Perang Prancis-Malagasi Pertama
Perang Prancis-Malagasi Pertama

Pada 16 Mei 1883, tanpa deklarasi perang, Prancis memulai operasi militer melawan Imerin. Melalui perlawanan sengit dari rakyat Madagaskar, para intervensionis tidak dapat merebut pulau itu selama dua tahun. Setelah beberapa kekalahan (khususnya dalam perang di Indocina), Prancis duduk di meja perundingan, yang berakhir dengan penandatanganan perjanjian damai pada 17 Desember 1885, yang tidak setara dan tidak menguntungkan bagi kerajaan Imerina.

Prasyarat

pengaruh Inggris

Selama Perang Napoleon, pulau tetangga Madagaskar, yang pada waktu itu milik Prancis, menjadi pangkalan skuadron bajak laut, yang terus-menerus menyerang kapal dagang Inggris. Pada bulan Agustus 1810, Prancis memukul mundur serangan besar dari Inggris, tetapi pada bulan Desember yang terakhir mendarat di utara pulau dan memaksa para pembela untuk menyerah. Pada tanggal 3 Desember 1810, pulau Mauritius menjadi milik Inggris Raya, yang diabadikan dalam Perjanjian Paris tahun 1814.

Ini adalah awal dari klaim Inggris ke Madagaskar. Inggris memandang penaklukan pulau itu sebagai peluang untuk memperluas pengaruh mereka di Samudra Hindia. Raja Imerina, Radama I, setelah melemahnya Prancis di wilayah tersebut (kehilangan sementara Reunion dan keterasingan Mauritius demi Inggris) bertaruh pada Inggris Raya, menandatangani perjanjian dengannya pada tahun 1817. Perjanjian tersebut memberikan penghentian perdagangan budak di pulau itu, bantuan kepada misionaris Anglikan dalam menyebarkan iman mereka, dan adaptasi bahasa Malagasi ke alfabet Latin. Radama I mampu menyatukan Madagaskar di bawah pemerintahannya dengan bantuan senjata Inggris, memproklamirkan dirinya sebagai "Raja Madagaskar" pada tahun 1823, yang menyebabkan kemarahan dari Prancis. Menanggapi protes dari Prancis, Radama merebut Fort Dauphin, benteng Prancis di selatan pulau, yang menunjukkan keseriusan niatnya.

pengaruh Perancis

Ketika Ratu Ranavaluna I (istri Radam I) berkuasa pada tahun 1828, hubungan dengan negara asing mulai berangsur-angsur memburuk. Sampai pertengahan 1830-an, hampir semua orang asing meninggalkan pulau itu atau diusir darinya. Salah satu orang Eropa yang diizinkan untuk tinggal adalah Jean Labor dari Prancis, yang di bawah kepemimpinannya didirikan pengecoran logam di Madagaskar. Selain itu, setelah upaya yang gagal oleh skuadron Inggris-Prancis pada tahun 1845 untuk memaksakan kondisi teritorial, perdagangan, dan kondisi tertentu lainnya dengan paksa, Ratu Ranavaluna melarang perdagangan dengan negara-negara ini, menyatakan embargo terhadap pulau-pulau tetangga, yang dikendalikan oleh kota-kota besar Eropa. Tetapi hak untuk memonopoli perdagangan diberikan kepada Amerika (mereka menggunakannya hingga 1854), hubungan yang dengannya mulai membaik dengan cepat.
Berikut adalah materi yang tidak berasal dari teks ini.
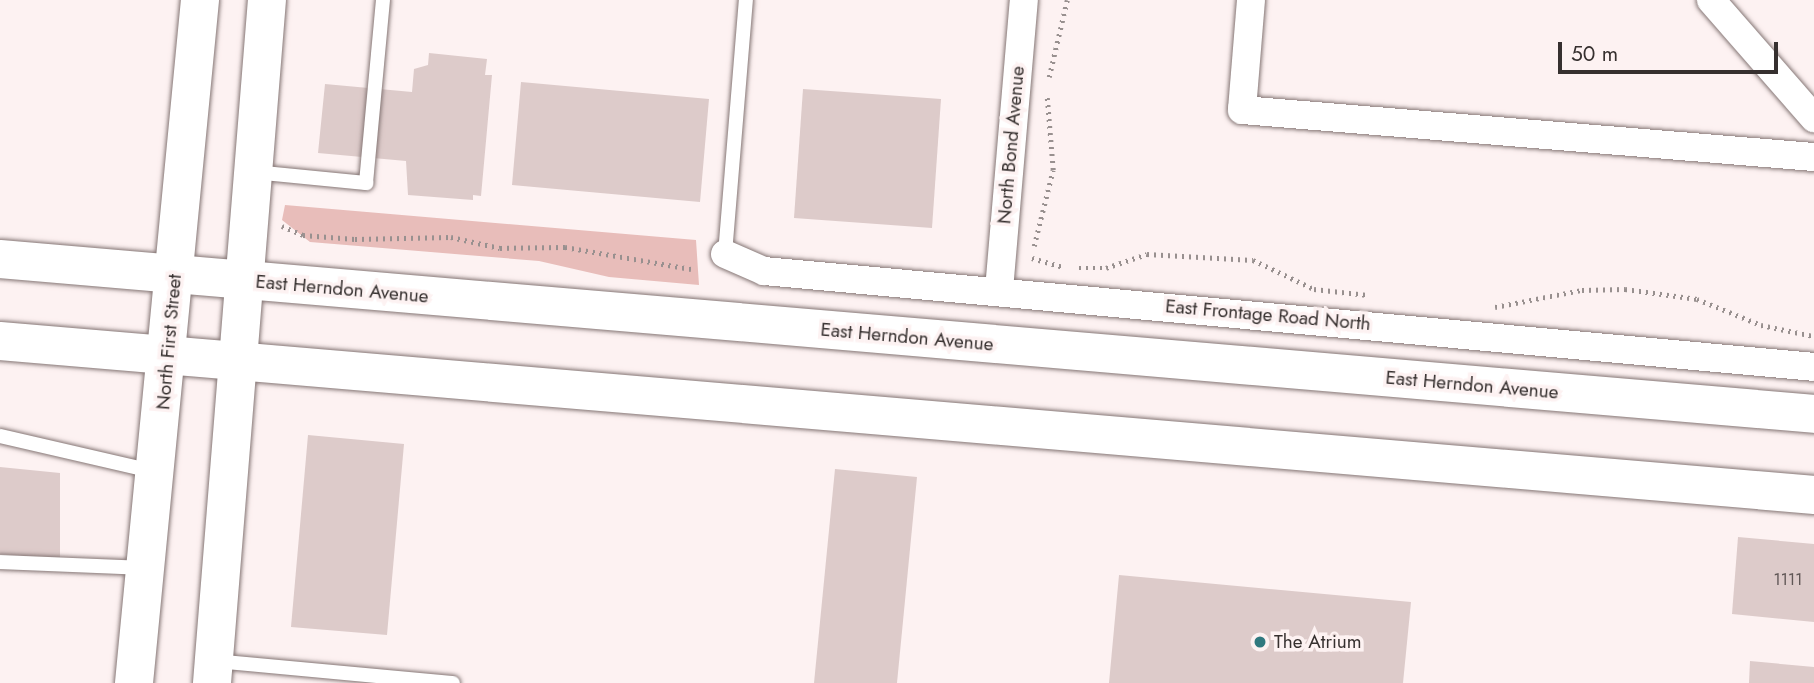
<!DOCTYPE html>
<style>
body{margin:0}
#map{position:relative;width:1814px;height:683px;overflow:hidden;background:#fdf2f2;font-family:Jost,sans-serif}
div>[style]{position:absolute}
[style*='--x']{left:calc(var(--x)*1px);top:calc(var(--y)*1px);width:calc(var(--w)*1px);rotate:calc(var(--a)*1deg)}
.green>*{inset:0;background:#e8bdba}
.building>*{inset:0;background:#ddcbca}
.path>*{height:4.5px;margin-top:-2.25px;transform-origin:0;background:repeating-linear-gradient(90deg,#98908f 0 2px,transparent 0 7px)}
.roads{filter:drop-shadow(0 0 2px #857675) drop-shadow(0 0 2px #857675)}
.lane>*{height:14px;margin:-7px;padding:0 7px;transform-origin:7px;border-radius:7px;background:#fff}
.street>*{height:28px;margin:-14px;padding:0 14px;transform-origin:14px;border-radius:14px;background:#fff}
.secondary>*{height:38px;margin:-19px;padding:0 19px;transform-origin:19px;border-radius:19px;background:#fff}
.primary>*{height:38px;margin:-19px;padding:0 19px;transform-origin:19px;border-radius:19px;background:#fff}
.dots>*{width:19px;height:19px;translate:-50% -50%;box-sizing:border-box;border:4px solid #fdf2f2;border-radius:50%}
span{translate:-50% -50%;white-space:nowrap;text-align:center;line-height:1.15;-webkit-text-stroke:7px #fdf2f2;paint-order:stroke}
.number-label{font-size:16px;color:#605756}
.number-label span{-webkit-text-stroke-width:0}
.street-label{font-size:19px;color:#36302f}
.poi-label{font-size:19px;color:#36302f}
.left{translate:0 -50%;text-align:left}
.scale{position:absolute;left:1558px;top:42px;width:220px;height:32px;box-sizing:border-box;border:4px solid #36302f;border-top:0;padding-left:9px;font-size:21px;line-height:24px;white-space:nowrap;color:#36302f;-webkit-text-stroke:5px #fdf2f2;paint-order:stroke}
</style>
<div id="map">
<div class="green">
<div style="clip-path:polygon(285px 205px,696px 240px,699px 285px,609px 277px,539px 261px,310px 242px,282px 220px)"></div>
</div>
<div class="building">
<div style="clip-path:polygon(429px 53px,487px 59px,485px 75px,492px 75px,481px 196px,473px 195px,473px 200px,408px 195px,406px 161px,318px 153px,325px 84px,412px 92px,414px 69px,428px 65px)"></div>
<div style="clip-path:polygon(521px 82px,709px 99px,700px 202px,512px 185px)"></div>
<div style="clip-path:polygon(803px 89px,941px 99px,932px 228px,794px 218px)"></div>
<div style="clip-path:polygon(308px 435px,404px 444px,387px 635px,291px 627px)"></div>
<div style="clip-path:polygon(0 467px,60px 473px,60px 559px,0 554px)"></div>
<div style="clip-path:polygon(835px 469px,917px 477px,897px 683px,814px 683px)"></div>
<div style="clip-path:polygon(1738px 537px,1814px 544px,1814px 622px,1732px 614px)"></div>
<div style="clip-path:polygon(1119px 575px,1411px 602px,1403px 683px,1109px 683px)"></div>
<div style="clip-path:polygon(1750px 661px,1814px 667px,1814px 683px,1749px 683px)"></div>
</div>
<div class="path">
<div style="--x:1049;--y:77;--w:79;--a:-76.8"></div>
<div style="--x:282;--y:226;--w:23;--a:23"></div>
<div style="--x:303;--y:235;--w:52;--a:4.4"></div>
<div style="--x:355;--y:239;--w:96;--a:-1.2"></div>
<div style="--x:451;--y:237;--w:50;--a:12.7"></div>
<div style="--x:500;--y:248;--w:65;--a:-0.9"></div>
<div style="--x:565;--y:247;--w:128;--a:9.9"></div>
<div style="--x:1034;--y:246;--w:78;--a:-76"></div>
<div style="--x:1053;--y:170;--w:73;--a:-94.7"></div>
<div style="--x:1032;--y:258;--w:33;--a:16"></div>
<div style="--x:1079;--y:268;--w:27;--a:0"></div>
<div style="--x:1106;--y:268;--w:43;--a:-18.9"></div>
<div style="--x:1147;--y:254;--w:106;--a:3.2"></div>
<div style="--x:1253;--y:260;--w:68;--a:25.4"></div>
<div style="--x:1314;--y:289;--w:54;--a:6.3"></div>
<div style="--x:1495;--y:307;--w:89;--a:-11.1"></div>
<div style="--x:1582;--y:290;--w:43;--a:-1.3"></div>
<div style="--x:1625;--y:289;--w:73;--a:7.9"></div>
<div style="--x:1697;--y:299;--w:69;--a:22.1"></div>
<div style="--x:1761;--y:325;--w:53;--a:11.9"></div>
</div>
<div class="roads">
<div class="lane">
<div style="--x:253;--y:172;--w:114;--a:5.6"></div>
<div style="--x:366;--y:183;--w:184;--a:-84.7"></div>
<div style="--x:725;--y:254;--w:255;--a:-85.3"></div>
<div style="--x:0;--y:436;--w:156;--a:13"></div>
<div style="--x:0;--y:562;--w:145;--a:2.4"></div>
<div style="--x:215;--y:661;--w:239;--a:5.3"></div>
</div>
<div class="street">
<div style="--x:1251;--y:0;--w:110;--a:94.7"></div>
<div style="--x:1242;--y:110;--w:574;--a:4.7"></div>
<div style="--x:1711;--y:0;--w:157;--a:48.9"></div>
<div style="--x:725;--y:254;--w:43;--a:23.6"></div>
<div style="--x:764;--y:271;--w:1054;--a:5.22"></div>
<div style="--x:999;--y:290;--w:291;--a:-85.1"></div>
</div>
<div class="secondary">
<div style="--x:134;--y:683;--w:686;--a:-84.48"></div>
<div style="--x:212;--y:683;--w:685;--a:-85.4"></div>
</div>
<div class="primary">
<div style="--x:0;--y:259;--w:1821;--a:4.88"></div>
<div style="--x:0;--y:341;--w:1821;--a:4.85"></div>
</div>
</div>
<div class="dots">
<div style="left:1260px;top:642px;background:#30797f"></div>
</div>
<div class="number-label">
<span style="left:1788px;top:580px">1111</span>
</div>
<div class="street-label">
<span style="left:1011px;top:145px;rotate:-85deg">North Bond Avenue</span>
<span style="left:342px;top:289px;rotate:5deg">East Herndon Avenue</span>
<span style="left:1268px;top:315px;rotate:5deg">East Frontage Road North</span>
<span style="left:907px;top:337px;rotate:5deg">East Herndon Avenue</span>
<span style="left:169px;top:342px;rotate:-85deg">North First Street</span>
<span style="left:1472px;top:385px;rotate:5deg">East Herndon Avenue</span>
</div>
<div class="poi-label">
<span class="left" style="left:1274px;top:642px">The Atrium</span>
</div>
<div class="scale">50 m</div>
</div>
Sementara itu, putra Ratu Ranavaluni - Pangeran Rakoto (calon Raja Radama II) - berada di bawah pengaruh signifikan penduduk Prancis di Antananarivo. Pada tahun 1854, sebuah surat yang ditujukan untuk Napoleon III, yang didiktekan dan ditandatangani oleh Rakoto, digunakan oleh pemerintah Prancis sebagai dasar untuk invasi Madagaskar di masa depan. Selain itu, calon raja pada 28 Juni 1855 menandatangani Piagam Lambert, sebuah dokumen yang memberi orang Prancis Joseph-François Lambert banyak hak ekonomi yang menguntungkan di pulau itu, termasuk hak eksklusif untuk semua kegiatan pertambangan dan kehutanan, serta eksploitasi. tanah kosong dengan imbalan pajak 10% untuk kepentingan kerajaan. Ada juga kudeta yang direncanakan terhadap Ratu Ranavaluni demi putranya oleh Prancis. Setelah kematian ratu pada tahun 1861, Rakoto menerima mahkota dengan nama Radama II, tetapi ia memerintah hanya selama dua tahun, sejak itu upaya dilakukan padanya, setelah itu raja menghilang (data kemudian menunjukkan bahwa Radama selamat dari percobaan pembunuhan dan melanjutkan hidupnya sebagai warga biasa untuk di luar ibukota). Tahta diambil oleh janda raja - Rasukherin. Selama masa pemerintahannya, posisi Inggris di pulau itu kembali menguat, "Piagam Lambert" dikecam.

Meskipun pejabat di Madagaskar berusaha menjauhkan diri dari pengaruh Inggris dan Prancis, negara itu membutuhkan perjanjian yang akan mengatur hubungan antar negara. Dalam hal ini, pada 23 November 1863, sebuah kedutaan meninggalkan Tamatave, yang dikirim ke London dan Paris. Sebuah perjanjian baru dengan Inggris ditandatangani pada 30 Juni 1865. Dia menyediakan untuk:

Perdagangan bebas untuk warga Inggris di pulau itu;

Hak untuk menyewa tanah dan membangun di atasnya;

Kebebasan untuk menyebarkan agama Kristen dijamin;

Bea masuk ditetapkan sebesar 10%.

Konflik yang meningkat

Pada awal tahun 1880-an, kalangan penguasa Prancis mulai menunjukkan keprihatinan tentang penguatan posisi Inggris di wilayah tersebut. Anggota parlemen reuni menganjurkan invasi Madagaskar untuk mengurangi pengaruh Inggris di sana. Selain itu, alasan intervensi di masa depan adalah keinginan untuk mendapatkan basis transshipment untuk kebijakan kolonial lebih lanjut di wilayah tersebut, untuk mendapatkan akses ke sumber daya yang signifikan dari produk "kolonial" - gula, rum; pangkalan untuk armada militer dan pedagang.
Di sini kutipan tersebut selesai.